SAN DIEGO – Ibrutinib treatment continued before, during, and after infusion of the CD19-specific chimeric antigen receptor (CAR) T-cell therapy JCAR014 in patients with relapsed or refractory chronic lymphocytic leukemia (CLL) appears to improve patient responses and decrease the risk of severe cytokine release syndrome.
The findings come from a comparison of sequential cohorts from a phase 1/2 study.
At 4 weeks after infusion, the approach was highly efficacious; overall response rates by 2008 International Workshop on CLL (IWCLL) criteria were 83% in 24 patients who received the uninterrupted ibrutinib regimen along with the JCAR014 therapy – a combination of CD4 and CD8 T cells – and 65% in 19 patients from a prior cohort who did not receive continuous ibrutinib, Jordan Gauthier, MD, reported at the annual meeting of the American Society of Hematology.
Concurrent ibrutinib was generally well tolerated, with 13 of 19 patients in the ibrutinib cohort receiving treatment as planned without discontinuation. The rates of grade 1 or higher cytokine release syndrome (CRS) were statistically similar in the ibrutinib and no-ibrutinib cohorts (74% and 92%, respectively). However, the rates of severe CRS (grade 3 or higher) were, strikingly, 0% and 25%, respectively, said, a senior fellow in the Turtle Lab at Fred Hutchinson Cancer Center, Seattle.
Neurotoxicity occurred in 32% and 42% of patients in the groups; severe neurotoxicity occurred in 26% and 29%, respectively.
In the ibrutinib cohort, one patient with grade 2 CRS developed fatal presumed cardiac arrhythmia; in the no-ibrutinib cohort, one patient died from a CAR T cell–related toxicity.
Notably, a trend toward better expansion of CD8 CAR T cells and a significantly greater expansion of CD4 CAR T cells was observed in the ibrutinib cohort, he said.

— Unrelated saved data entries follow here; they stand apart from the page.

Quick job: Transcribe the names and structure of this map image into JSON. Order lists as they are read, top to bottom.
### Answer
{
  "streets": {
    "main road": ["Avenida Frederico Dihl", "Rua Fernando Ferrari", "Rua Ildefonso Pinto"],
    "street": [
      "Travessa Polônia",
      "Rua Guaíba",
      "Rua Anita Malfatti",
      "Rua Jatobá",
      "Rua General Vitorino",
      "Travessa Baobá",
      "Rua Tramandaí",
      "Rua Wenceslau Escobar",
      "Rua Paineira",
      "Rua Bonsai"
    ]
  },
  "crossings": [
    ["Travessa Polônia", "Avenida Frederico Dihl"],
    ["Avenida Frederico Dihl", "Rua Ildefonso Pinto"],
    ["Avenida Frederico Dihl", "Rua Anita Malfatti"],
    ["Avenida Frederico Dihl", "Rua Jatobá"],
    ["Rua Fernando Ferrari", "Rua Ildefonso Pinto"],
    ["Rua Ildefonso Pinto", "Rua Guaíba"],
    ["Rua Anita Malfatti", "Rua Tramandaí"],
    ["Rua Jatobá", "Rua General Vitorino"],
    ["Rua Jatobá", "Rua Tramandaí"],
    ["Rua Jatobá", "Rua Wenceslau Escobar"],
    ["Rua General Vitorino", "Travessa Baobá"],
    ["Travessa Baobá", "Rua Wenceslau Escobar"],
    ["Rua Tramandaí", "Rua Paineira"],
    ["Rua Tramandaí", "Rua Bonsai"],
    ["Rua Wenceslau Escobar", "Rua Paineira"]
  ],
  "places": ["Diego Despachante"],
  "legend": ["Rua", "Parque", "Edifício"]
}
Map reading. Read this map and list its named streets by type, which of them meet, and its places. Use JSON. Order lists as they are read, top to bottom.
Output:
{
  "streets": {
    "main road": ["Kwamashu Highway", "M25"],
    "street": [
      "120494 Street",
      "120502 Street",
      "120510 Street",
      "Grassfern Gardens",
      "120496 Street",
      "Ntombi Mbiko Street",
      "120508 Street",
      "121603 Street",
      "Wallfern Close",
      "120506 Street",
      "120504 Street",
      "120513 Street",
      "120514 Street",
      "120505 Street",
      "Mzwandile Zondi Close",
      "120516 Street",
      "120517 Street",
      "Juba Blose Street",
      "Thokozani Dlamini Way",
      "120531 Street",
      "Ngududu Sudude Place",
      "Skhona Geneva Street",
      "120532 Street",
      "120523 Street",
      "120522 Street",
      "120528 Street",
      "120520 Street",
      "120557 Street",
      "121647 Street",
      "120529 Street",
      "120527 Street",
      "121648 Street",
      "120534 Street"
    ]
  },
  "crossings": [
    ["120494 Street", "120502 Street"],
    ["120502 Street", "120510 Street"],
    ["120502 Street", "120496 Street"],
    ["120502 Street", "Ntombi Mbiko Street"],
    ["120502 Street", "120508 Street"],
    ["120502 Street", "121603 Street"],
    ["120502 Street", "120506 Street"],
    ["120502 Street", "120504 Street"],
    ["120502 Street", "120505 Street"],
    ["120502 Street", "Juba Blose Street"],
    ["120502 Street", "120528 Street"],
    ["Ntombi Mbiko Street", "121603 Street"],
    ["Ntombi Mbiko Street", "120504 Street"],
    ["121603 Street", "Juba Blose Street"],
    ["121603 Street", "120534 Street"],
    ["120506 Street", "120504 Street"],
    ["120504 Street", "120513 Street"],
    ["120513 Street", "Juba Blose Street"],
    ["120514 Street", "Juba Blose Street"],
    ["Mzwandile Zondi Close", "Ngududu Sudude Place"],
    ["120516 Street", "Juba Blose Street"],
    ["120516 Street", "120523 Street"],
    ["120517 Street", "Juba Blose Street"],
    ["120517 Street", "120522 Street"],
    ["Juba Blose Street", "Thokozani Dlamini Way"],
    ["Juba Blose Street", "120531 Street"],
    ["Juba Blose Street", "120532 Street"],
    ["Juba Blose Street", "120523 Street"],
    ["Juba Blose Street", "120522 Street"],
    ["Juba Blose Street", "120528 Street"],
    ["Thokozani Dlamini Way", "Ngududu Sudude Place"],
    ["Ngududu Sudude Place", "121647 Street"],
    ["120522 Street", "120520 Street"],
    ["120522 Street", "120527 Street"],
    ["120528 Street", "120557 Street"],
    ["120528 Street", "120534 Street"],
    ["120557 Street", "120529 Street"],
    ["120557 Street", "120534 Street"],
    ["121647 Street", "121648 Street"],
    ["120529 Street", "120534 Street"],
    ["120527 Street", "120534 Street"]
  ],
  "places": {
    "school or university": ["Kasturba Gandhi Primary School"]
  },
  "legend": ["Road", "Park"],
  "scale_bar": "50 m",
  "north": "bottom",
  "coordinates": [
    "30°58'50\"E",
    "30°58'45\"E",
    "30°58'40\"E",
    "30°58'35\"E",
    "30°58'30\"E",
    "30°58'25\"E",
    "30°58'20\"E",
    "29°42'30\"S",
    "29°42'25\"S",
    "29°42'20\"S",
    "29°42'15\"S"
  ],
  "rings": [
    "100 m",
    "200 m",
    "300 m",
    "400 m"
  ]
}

The study was designed to assess JCAR014, and based on the initial cohort findingsin 2017, established a regimen of cyclophosphamide and fludarabine (Cy/Flu) lymphodepletion followed by JCAR014 infusion at 2 x 106 CAR T cells/kg. The study was not a randomized, head-to-head comparison but the groups were similar with respect to both patient and disease characteristics, Dr. Gauthier noted.
The outcomes in the first cohort were then compared retrospectively with those from the subsequent cohort of patients who received Cy/Flu with 2 x 106 CAR T cells/kg with concurrent ibrutinib administered at 420 mg per day from at least 2 weeks prior to leukapheresis until at least 3 months after JCAR014 infusion.
The rationale for uninterrupted ibrutinib in relapsed/refractory CLL patients receiving JCAR014 included potential prevention of tumor flare, mobilization of CLL cells into the blood from the lymph nodes, improvement of CAR T-cell function, and a decrease in CAR T-cell related toxicity, he said.
The concurrent administration of ibrutinib and JCAR014 was feasible for most patients. “[It] induced high response rates and deep responses early on at 4 weeks, and it was associated with higher in vivo expansion of CD4 CAR T cells and with lower rates of severe toxicity,” Dr. Gauthier said. “The next step is to hopefully validate these findings in a prospective phase 1/2 study.”
Dr. Gauthier reported having no financial disclosures.